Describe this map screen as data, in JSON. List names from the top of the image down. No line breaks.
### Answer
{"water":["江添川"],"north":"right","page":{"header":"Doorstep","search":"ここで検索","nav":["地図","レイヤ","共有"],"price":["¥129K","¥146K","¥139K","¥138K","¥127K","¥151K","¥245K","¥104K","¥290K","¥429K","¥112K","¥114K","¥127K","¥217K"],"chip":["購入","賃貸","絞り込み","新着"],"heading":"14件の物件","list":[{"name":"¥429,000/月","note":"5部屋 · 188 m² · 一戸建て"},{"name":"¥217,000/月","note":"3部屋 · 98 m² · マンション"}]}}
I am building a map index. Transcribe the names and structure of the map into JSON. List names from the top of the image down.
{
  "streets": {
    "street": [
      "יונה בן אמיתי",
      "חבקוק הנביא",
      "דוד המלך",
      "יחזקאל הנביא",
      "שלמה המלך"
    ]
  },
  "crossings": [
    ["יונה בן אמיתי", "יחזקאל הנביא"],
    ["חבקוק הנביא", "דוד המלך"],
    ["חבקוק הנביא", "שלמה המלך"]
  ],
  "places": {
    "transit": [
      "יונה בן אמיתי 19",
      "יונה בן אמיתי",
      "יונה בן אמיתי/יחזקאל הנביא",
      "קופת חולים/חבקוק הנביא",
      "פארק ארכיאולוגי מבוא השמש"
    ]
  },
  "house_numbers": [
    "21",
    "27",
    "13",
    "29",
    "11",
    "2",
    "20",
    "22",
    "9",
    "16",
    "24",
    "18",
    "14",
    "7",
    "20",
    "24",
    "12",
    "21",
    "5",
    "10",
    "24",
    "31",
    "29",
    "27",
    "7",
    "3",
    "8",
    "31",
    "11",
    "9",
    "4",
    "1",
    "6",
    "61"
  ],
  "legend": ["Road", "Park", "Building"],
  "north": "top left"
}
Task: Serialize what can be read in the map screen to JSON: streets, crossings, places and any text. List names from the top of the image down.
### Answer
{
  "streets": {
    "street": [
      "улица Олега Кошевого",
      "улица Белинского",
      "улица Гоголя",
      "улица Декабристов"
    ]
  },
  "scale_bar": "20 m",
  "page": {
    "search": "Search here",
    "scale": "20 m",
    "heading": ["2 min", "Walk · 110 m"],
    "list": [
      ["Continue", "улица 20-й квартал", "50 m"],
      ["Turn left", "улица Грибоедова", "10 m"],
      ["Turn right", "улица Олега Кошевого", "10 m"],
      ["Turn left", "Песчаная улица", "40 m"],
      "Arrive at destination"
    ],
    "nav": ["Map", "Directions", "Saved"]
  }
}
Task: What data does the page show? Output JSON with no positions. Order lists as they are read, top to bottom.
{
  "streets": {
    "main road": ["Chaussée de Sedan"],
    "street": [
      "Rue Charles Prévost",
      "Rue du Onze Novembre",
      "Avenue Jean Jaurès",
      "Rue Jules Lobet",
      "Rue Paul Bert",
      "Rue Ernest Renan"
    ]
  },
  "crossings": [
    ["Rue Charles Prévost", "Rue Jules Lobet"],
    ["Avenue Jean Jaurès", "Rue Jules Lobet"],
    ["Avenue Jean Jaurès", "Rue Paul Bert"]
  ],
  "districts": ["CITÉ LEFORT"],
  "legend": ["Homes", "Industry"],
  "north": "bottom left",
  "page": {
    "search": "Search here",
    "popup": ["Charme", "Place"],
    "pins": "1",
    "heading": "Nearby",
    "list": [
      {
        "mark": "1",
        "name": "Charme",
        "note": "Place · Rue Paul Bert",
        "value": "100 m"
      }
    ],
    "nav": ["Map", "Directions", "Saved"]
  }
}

════════

### [Exercise]
Copy out, in full, each line above that has the word "Turn" in it.

### [Problem solution]
      ["Turn left", "улица Грибоедова", "10 m"],
      ["Turn right", "улица Олега Кошевого", "10 m"],
      ["Turn left", "Песчаная улица", "40 m"],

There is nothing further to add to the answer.